R.G.: “Kültür sektöründe sürekli zengin kesimlerin temsil edildiğini görüyoruz. Örneğin Namur tiyatrosunda neden kültürlerarası bir etkinlik düzenlenmesin? Düzenlememiz lazım artık. En son 23 Nisan çocuk bayramı etkinliğini 2000 yılında Namur Kültür Merkezinde gerçeklestirmiştik. Daha sonra? 4 duvar arasında ya da küçük salonlarda bu tip organizasyonları yaptık. Neden dünya çocuk bayramını diğer kültürlere mensup çocuklarla daha kapsamlı bir şekilde düzenlemeyelim? Hayalperest değilim ama hiçbir şey imkansız değil.”

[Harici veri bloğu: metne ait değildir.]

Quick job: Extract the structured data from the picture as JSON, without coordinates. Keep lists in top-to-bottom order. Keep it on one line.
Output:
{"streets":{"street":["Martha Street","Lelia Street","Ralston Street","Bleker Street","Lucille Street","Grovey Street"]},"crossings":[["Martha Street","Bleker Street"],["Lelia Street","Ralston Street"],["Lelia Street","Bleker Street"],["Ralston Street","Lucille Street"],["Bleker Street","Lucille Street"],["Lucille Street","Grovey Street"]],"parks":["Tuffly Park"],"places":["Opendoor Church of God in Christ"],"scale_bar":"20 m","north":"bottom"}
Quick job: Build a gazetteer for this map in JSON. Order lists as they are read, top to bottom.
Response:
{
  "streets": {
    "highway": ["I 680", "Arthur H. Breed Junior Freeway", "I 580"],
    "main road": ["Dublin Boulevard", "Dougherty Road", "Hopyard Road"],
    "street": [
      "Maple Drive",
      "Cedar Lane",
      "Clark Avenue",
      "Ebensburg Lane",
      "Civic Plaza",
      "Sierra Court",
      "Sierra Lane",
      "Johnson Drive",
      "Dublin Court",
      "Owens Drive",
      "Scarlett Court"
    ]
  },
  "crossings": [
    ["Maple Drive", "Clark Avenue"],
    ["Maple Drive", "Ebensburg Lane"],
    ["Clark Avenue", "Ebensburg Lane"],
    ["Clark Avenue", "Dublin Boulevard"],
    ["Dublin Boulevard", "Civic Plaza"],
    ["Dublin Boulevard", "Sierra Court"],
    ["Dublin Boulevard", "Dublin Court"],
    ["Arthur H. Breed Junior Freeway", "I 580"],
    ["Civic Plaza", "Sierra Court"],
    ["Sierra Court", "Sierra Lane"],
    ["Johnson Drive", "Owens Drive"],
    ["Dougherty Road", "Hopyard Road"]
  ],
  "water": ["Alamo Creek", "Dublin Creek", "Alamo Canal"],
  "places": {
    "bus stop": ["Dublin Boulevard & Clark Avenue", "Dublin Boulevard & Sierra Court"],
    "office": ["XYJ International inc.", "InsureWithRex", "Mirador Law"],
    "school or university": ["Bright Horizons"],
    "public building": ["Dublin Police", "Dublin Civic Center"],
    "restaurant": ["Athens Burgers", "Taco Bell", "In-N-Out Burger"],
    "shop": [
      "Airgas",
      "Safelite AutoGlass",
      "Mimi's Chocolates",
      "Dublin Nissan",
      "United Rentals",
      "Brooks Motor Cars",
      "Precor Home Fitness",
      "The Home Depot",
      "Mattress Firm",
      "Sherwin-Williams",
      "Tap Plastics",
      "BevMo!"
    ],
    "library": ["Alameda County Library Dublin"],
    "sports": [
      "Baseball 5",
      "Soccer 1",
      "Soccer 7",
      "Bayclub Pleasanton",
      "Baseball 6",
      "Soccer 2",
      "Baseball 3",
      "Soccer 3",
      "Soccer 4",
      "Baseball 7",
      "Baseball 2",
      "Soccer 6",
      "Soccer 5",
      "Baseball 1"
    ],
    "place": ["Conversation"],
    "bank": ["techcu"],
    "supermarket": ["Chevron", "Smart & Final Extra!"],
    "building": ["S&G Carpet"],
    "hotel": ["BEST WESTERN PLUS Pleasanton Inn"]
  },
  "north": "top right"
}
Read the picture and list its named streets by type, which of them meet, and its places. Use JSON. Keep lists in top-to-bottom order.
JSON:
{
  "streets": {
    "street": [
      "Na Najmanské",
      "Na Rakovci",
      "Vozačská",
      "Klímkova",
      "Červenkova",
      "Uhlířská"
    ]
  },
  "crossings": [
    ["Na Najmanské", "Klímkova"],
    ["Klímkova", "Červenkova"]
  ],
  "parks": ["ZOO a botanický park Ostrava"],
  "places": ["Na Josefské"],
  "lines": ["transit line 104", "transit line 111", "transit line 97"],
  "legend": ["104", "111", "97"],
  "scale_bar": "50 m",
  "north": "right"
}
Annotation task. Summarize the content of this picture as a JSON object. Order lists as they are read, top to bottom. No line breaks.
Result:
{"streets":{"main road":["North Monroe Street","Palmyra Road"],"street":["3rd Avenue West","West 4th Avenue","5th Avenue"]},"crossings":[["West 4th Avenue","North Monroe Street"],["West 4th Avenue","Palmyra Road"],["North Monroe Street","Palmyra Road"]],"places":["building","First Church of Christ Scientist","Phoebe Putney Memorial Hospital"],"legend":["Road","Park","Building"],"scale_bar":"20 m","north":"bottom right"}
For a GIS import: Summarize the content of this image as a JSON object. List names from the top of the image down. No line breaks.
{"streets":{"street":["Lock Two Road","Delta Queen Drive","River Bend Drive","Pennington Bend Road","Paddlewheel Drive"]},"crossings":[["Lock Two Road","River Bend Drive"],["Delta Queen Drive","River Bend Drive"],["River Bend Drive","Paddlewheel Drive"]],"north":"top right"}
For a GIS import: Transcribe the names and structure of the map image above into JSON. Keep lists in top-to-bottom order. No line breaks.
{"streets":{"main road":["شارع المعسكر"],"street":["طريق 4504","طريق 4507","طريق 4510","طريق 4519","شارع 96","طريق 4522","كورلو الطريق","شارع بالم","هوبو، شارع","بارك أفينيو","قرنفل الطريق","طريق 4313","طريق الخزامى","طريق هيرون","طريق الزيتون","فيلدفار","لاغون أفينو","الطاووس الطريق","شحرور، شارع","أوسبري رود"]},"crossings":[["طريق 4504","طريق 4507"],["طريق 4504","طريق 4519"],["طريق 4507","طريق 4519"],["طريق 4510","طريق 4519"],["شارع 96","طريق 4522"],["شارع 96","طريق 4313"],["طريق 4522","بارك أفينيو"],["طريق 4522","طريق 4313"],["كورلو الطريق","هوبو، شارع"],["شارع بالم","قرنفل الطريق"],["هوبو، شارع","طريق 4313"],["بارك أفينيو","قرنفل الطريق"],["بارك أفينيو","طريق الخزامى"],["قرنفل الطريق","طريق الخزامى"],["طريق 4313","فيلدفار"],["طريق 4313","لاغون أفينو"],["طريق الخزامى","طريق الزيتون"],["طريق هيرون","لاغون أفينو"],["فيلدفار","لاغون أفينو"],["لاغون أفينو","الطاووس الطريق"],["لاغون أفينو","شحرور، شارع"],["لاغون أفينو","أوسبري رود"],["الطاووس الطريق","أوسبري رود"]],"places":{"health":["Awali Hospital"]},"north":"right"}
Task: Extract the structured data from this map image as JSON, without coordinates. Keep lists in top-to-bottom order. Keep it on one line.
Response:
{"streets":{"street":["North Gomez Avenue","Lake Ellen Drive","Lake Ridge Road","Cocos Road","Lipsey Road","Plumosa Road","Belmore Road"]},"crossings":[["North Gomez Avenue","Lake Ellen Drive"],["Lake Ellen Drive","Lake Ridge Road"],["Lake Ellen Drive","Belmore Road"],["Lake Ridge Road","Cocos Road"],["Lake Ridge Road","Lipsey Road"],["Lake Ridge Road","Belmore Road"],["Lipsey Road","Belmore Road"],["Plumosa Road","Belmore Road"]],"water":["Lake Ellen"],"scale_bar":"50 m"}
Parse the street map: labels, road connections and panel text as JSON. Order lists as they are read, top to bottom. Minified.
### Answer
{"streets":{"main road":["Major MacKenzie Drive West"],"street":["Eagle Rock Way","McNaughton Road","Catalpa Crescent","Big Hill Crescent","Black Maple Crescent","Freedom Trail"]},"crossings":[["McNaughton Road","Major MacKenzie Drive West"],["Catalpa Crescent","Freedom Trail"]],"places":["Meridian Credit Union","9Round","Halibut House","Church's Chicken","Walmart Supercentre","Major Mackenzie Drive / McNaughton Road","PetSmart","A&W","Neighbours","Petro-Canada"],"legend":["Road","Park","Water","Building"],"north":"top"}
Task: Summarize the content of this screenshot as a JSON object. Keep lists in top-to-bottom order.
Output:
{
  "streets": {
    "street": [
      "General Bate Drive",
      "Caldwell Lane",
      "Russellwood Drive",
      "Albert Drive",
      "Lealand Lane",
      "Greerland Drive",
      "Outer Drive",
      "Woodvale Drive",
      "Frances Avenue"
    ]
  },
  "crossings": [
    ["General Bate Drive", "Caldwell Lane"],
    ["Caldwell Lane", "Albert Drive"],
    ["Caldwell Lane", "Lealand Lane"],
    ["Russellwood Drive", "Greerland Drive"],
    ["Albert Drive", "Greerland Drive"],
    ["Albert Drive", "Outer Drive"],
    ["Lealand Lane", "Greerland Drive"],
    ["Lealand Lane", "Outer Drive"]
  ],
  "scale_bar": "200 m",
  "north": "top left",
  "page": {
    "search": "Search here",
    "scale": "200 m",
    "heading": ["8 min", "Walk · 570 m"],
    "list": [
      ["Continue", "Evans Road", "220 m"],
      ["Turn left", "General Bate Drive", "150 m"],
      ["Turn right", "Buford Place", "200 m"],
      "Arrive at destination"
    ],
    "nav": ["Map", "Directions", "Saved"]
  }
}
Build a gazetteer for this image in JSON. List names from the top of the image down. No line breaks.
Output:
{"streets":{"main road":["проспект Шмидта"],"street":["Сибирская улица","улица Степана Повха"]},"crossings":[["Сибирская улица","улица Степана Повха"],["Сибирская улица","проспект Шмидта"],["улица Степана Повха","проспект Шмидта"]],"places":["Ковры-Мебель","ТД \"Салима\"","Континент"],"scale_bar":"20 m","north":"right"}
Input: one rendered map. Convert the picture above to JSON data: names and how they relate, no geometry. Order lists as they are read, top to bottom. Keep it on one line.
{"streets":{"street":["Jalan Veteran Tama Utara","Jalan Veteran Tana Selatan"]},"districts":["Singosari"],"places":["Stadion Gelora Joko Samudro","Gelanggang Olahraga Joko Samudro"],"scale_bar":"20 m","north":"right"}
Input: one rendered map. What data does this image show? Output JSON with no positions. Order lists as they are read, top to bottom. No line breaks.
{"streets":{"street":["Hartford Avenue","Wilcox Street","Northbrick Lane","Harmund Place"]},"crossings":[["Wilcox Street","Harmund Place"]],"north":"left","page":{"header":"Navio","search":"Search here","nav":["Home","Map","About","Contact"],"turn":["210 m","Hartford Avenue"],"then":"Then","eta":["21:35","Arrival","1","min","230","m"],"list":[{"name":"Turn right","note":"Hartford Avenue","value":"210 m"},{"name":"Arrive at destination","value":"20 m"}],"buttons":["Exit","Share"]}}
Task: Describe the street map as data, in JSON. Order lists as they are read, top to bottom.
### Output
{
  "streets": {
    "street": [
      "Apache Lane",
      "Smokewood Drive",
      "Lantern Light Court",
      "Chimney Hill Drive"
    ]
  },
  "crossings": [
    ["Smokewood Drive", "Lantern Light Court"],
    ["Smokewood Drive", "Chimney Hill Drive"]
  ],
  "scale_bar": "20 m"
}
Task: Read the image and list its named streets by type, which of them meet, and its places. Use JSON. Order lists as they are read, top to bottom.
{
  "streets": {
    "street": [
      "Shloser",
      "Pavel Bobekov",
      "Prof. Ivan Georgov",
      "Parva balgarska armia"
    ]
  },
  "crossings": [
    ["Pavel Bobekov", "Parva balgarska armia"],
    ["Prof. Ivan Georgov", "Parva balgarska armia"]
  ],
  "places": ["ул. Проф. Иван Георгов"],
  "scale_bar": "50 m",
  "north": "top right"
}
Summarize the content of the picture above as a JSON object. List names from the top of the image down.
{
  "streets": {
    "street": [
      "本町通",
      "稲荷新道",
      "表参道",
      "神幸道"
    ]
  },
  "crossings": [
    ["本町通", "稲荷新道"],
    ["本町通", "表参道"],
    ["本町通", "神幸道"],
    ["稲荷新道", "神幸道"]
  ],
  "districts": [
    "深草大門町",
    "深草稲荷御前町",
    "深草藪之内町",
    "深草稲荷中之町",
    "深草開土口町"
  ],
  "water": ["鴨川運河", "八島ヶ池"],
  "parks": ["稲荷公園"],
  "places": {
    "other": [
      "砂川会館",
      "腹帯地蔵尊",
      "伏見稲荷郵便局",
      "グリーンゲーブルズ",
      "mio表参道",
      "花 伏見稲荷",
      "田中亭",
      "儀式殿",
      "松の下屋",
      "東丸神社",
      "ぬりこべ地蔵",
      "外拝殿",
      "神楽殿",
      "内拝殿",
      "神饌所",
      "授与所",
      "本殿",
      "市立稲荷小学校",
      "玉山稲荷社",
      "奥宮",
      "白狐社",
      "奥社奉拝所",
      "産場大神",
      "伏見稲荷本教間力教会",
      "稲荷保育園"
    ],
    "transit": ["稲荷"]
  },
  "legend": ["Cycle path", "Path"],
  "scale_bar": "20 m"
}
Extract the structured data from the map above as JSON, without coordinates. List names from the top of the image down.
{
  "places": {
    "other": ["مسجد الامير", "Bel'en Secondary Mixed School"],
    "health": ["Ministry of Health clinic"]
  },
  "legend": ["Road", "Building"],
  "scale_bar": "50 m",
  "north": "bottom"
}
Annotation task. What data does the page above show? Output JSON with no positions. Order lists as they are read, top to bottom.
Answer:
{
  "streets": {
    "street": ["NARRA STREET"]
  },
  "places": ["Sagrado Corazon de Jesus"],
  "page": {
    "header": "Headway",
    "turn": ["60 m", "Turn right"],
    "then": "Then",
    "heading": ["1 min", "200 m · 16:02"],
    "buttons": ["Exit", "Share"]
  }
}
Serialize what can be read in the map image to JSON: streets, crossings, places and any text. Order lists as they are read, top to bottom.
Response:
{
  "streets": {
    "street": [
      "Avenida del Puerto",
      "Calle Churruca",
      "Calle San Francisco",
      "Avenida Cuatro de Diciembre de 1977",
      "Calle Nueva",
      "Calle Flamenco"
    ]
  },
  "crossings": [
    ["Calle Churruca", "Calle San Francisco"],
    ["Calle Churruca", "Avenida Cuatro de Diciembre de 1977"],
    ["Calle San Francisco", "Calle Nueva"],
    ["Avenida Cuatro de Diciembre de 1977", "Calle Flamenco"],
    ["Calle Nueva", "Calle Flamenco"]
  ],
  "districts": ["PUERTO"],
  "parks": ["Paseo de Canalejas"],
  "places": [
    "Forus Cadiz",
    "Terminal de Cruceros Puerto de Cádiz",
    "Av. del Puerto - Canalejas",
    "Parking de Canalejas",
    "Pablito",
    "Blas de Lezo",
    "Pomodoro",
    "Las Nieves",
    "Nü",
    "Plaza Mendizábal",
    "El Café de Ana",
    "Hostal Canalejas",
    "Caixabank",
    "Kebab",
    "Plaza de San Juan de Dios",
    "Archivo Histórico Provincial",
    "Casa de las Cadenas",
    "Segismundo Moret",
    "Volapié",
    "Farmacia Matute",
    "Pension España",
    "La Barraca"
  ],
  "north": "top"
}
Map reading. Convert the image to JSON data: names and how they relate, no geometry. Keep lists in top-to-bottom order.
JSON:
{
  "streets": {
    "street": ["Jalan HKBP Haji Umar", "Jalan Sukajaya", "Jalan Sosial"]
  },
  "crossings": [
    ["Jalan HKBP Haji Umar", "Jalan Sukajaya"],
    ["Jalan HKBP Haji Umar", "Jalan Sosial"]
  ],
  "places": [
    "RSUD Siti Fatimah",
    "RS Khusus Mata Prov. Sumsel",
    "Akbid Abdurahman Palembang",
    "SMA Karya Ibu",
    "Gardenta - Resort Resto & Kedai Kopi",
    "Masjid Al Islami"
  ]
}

“Türkiye siyasetini takip ediyorlardı”
R.G.: “Son olarakta şunu söylemek istiyorum, Namur’de gündemin değişmesi beni ayrıca mutlu ediyor. Önceleri yaşadıkları ülkenin gündeminden kopuk bir sekilde vatandaşlarımız genel olarak daha çok Türkiye siyasetini takip ediyorlardı. Artık Belçika siyasetini bilhassa yerel siyasi gündemi daha fazla takip etmeleri için vesile olacağıma inaniyorum attığım bu adımla. Umarım bu attığım adımla, yüksek okul ve üniversite bitirmiş gençlerimizin siyasete atılmasına sebep olur. Değerli Namurlu hemşehrim, 13 Ekim 2024’te sizlerle birlikte olmayı sabırsızlıkla bekliyorum.”